§ **ASSIGNMENT**: Each line of the entries that contains the word "Carnahan" adds one. Reply with the resulting number only.

● ● ● ● ●

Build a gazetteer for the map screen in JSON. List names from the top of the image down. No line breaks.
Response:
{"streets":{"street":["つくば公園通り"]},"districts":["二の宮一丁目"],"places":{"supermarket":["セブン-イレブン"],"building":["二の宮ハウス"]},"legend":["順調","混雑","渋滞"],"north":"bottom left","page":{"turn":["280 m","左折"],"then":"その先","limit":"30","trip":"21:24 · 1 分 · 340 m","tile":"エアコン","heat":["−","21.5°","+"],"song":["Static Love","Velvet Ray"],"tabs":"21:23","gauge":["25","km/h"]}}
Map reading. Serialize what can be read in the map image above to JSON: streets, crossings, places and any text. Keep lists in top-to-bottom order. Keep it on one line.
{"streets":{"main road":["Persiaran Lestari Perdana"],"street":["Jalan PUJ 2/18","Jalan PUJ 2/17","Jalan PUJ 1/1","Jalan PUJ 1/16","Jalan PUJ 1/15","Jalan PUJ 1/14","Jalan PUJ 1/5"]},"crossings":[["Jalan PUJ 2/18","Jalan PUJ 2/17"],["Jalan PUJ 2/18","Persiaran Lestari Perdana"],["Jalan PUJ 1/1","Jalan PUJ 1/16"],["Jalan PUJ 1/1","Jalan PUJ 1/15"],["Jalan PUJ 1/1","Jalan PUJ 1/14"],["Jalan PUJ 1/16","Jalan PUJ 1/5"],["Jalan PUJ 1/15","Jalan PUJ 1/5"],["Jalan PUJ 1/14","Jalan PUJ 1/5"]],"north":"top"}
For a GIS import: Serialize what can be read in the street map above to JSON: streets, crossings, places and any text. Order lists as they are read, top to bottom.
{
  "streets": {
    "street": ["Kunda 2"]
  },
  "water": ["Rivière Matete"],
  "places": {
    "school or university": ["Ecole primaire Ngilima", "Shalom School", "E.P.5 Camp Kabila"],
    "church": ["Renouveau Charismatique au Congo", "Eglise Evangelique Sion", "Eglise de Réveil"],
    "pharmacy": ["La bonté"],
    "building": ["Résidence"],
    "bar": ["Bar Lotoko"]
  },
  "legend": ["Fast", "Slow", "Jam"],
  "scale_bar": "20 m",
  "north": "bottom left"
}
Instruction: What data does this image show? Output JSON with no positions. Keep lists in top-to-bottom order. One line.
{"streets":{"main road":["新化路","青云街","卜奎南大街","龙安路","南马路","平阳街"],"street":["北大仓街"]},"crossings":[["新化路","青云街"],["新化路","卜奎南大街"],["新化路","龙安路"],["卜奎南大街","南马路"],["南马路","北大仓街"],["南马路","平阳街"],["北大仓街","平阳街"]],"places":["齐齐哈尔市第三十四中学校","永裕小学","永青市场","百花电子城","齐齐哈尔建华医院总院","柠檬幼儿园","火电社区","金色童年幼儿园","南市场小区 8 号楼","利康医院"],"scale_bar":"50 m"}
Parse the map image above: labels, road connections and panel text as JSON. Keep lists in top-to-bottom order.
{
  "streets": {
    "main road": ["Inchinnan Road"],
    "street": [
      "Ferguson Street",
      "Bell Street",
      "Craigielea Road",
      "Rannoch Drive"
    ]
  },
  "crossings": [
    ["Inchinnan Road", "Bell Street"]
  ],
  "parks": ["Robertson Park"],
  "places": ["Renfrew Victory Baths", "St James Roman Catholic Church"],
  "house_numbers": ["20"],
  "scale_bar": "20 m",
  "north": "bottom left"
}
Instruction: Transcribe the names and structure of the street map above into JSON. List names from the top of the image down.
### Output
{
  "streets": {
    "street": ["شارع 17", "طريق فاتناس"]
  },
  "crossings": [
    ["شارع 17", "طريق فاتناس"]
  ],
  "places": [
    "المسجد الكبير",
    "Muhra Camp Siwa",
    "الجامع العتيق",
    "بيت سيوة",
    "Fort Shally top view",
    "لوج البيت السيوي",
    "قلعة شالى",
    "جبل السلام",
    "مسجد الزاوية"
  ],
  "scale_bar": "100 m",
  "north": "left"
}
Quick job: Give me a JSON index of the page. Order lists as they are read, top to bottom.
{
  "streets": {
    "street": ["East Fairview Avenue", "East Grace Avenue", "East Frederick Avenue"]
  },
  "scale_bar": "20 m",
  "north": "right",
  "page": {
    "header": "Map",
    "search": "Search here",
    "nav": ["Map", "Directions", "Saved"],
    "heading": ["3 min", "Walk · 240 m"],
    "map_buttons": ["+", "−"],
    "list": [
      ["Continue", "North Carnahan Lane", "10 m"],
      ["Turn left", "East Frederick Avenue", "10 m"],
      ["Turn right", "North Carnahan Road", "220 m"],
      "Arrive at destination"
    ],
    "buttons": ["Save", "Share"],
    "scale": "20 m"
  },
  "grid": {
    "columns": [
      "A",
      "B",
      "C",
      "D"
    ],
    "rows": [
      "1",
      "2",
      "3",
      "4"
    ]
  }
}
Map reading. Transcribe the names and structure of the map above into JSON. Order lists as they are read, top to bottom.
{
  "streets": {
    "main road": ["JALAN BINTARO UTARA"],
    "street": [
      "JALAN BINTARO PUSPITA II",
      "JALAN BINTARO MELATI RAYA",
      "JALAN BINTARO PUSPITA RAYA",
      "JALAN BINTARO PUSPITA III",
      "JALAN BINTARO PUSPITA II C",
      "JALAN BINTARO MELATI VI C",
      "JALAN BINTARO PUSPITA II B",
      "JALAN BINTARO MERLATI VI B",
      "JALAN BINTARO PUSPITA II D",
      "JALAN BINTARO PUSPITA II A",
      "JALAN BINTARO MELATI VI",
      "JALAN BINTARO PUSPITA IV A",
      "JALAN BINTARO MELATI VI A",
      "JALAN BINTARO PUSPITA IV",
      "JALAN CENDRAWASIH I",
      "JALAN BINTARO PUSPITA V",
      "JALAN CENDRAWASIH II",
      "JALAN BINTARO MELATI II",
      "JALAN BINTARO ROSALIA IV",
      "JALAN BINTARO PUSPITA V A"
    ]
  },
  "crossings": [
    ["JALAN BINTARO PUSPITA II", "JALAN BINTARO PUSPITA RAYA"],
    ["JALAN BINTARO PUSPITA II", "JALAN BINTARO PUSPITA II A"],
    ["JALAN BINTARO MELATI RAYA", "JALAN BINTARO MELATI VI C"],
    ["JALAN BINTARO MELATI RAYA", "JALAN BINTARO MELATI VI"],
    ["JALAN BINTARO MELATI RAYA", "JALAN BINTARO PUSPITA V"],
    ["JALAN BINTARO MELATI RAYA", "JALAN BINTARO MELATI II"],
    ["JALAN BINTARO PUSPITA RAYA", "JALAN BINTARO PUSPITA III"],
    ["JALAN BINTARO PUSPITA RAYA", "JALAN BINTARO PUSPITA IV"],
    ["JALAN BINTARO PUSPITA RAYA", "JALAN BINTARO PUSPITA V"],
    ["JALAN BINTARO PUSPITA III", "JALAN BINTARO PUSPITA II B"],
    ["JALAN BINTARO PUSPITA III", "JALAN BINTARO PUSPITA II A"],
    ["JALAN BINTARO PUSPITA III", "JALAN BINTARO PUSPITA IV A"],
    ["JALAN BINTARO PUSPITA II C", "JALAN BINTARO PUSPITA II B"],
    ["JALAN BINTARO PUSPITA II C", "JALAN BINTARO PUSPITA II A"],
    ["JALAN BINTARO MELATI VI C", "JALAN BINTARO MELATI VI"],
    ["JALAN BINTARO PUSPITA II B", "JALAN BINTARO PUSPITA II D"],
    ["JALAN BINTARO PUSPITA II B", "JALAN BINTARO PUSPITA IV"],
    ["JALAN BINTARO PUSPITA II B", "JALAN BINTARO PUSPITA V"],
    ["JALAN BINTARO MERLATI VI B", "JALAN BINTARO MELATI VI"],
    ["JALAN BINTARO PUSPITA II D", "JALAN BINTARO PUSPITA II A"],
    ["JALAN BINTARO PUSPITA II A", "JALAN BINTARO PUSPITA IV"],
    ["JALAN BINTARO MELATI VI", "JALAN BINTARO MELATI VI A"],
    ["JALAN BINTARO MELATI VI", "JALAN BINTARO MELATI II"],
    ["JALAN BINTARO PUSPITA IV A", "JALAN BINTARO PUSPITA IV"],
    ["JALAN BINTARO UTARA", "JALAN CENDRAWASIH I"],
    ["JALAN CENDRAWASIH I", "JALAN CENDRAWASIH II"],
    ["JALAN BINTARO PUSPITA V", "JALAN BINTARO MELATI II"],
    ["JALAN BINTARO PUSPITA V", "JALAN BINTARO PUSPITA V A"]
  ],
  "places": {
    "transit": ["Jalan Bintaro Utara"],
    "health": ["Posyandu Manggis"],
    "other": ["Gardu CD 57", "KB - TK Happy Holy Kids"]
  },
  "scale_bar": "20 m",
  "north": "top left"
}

● ● ● ● ●

§ **EXERCISE RESPONSE**: 2